WHAT THE TASK ASKS:
Go through the entries, filter for the word "Keep", and copy every line that has it.

Dataset entries:

------------------------------

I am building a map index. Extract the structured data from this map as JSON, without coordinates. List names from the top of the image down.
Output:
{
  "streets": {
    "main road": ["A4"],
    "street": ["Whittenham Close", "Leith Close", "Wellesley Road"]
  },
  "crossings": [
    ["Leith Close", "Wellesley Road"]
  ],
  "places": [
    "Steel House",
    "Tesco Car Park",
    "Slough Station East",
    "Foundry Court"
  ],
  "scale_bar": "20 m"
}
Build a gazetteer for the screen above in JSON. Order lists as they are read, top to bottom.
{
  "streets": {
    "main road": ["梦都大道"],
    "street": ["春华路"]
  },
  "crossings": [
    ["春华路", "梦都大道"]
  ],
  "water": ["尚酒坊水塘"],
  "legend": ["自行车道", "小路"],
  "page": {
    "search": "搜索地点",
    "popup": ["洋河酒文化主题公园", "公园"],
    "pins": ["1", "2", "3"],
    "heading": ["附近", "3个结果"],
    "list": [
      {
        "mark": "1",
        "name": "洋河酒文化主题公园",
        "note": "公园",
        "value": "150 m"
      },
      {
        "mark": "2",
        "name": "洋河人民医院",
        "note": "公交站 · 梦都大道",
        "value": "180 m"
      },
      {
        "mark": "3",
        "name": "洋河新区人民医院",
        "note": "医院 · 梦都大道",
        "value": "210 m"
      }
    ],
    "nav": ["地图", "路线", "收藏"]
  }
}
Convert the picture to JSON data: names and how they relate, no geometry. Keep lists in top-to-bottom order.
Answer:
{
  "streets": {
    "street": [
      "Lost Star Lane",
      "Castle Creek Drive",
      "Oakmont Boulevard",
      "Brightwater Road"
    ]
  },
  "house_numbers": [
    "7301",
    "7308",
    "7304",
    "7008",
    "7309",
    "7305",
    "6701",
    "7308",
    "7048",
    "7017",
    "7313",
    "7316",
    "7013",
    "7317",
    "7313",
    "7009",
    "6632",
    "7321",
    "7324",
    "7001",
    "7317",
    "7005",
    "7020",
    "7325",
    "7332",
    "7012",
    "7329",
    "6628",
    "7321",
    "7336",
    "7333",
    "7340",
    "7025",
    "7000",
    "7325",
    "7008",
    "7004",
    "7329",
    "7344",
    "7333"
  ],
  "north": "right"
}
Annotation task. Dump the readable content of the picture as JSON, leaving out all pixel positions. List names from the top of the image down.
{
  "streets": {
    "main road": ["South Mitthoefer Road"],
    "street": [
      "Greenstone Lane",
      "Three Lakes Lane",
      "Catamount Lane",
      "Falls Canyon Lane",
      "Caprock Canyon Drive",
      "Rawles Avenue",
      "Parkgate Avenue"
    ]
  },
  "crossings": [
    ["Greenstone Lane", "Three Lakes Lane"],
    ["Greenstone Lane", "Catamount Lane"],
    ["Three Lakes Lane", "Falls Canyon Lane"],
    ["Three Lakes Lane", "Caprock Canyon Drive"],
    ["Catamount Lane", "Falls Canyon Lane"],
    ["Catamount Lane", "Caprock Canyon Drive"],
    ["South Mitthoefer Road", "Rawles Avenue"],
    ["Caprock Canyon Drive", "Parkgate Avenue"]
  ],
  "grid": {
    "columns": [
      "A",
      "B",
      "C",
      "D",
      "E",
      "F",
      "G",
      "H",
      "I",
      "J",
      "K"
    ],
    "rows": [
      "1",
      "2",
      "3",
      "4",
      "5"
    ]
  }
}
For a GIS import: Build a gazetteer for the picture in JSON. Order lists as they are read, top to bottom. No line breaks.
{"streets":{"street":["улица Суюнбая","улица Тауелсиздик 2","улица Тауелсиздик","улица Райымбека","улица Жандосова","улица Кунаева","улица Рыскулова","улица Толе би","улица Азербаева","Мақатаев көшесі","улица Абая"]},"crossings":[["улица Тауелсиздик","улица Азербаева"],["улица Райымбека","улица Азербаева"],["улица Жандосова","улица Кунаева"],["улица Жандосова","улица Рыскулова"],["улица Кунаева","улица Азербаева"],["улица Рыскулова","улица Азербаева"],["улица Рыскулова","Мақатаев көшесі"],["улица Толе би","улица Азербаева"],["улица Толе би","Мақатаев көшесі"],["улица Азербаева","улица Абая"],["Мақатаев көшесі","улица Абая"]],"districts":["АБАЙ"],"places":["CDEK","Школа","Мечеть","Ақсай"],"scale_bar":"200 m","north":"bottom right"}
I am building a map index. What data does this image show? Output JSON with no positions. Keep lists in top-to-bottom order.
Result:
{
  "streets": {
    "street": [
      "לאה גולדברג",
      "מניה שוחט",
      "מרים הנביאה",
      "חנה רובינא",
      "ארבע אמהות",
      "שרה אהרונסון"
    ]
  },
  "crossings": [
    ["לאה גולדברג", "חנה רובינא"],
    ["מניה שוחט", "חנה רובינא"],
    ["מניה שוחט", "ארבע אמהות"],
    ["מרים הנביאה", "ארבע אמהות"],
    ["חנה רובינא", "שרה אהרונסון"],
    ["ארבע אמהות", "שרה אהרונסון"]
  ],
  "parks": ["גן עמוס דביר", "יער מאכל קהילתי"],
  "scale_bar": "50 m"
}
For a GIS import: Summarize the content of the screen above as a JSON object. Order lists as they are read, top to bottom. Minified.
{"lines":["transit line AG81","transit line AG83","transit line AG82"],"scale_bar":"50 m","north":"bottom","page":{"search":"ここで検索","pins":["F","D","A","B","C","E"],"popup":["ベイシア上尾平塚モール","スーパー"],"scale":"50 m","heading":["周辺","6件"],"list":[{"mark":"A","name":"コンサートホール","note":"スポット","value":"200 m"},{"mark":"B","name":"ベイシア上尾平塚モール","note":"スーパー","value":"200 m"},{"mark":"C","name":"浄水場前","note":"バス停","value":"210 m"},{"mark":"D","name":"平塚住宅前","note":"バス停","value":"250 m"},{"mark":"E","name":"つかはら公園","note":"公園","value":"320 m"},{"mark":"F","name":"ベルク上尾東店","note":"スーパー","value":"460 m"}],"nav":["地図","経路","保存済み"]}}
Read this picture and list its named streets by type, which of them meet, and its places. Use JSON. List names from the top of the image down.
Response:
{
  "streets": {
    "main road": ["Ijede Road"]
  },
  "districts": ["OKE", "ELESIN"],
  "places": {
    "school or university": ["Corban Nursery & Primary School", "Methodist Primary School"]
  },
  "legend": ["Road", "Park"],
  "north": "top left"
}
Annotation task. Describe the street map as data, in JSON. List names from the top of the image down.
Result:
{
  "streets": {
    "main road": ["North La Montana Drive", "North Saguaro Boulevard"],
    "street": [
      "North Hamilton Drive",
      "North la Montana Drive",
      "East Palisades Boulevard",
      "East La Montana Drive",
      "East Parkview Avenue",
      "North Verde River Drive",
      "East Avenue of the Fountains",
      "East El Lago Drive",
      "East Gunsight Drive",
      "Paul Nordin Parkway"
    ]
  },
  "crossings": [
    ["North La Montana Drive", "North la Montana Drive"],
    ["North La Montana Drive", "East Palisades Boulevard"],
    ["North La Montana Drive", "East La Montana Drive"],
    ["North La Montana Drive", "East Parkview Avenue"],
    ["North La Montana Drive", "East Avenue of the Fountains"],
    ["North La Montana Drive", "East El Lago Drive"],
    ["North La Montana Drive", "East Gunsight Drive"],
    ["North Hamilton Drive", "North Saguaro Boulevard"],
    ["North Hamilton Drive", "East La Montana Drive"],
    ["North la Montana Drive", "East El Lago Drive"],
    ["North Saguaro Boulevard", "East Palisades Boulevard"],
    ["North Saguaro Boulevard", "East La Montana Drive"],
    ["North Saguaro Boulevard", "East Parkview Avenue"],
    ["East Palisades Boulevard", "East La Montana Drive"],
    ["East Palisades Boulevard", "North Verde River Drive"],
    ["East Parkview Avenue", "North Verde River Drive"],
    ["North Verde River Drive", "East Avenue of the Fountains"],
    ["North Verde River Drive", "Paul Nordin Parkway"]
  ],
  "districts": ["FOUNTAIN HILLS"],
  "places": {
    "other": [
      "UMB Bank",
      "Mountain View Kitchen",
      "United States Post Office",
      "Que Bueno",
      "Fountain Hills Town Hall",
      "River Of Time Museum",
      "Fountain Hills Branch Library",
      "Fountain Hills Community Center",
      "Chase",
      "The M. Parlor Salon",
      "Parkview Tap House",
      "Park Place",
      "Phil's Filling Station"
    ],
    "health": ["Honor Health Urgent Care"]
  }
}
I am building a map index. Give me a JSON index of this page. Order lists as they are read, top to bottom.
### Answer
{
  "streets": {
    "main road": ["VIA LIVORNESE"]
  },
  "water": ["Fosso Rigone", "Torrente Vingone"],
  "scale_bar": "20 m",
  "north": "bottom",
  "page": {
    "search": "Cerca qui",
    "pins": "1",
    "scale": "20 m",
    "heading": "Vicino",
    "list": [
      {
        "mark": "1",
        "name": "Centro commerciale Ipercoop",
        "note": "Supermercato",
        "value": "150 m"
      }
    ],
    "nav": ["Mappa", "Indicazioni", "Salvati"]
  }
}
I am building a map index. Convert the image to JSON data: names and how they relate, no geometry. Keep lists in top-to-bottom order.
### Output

------------------------------

RESULT OF THE EXERCISE:
Convert the picture to JSON data: names and how they relate, no geometry. Keep lists in top-to-bottom order.
I am building a map index. What data does this image show? Output JSON with no positions. Keep lists in top-to-bottom order.
I am building a map index. Convert the image to JSON data: names and how they relate, no geometry. Keep lists in top-to-bottom order.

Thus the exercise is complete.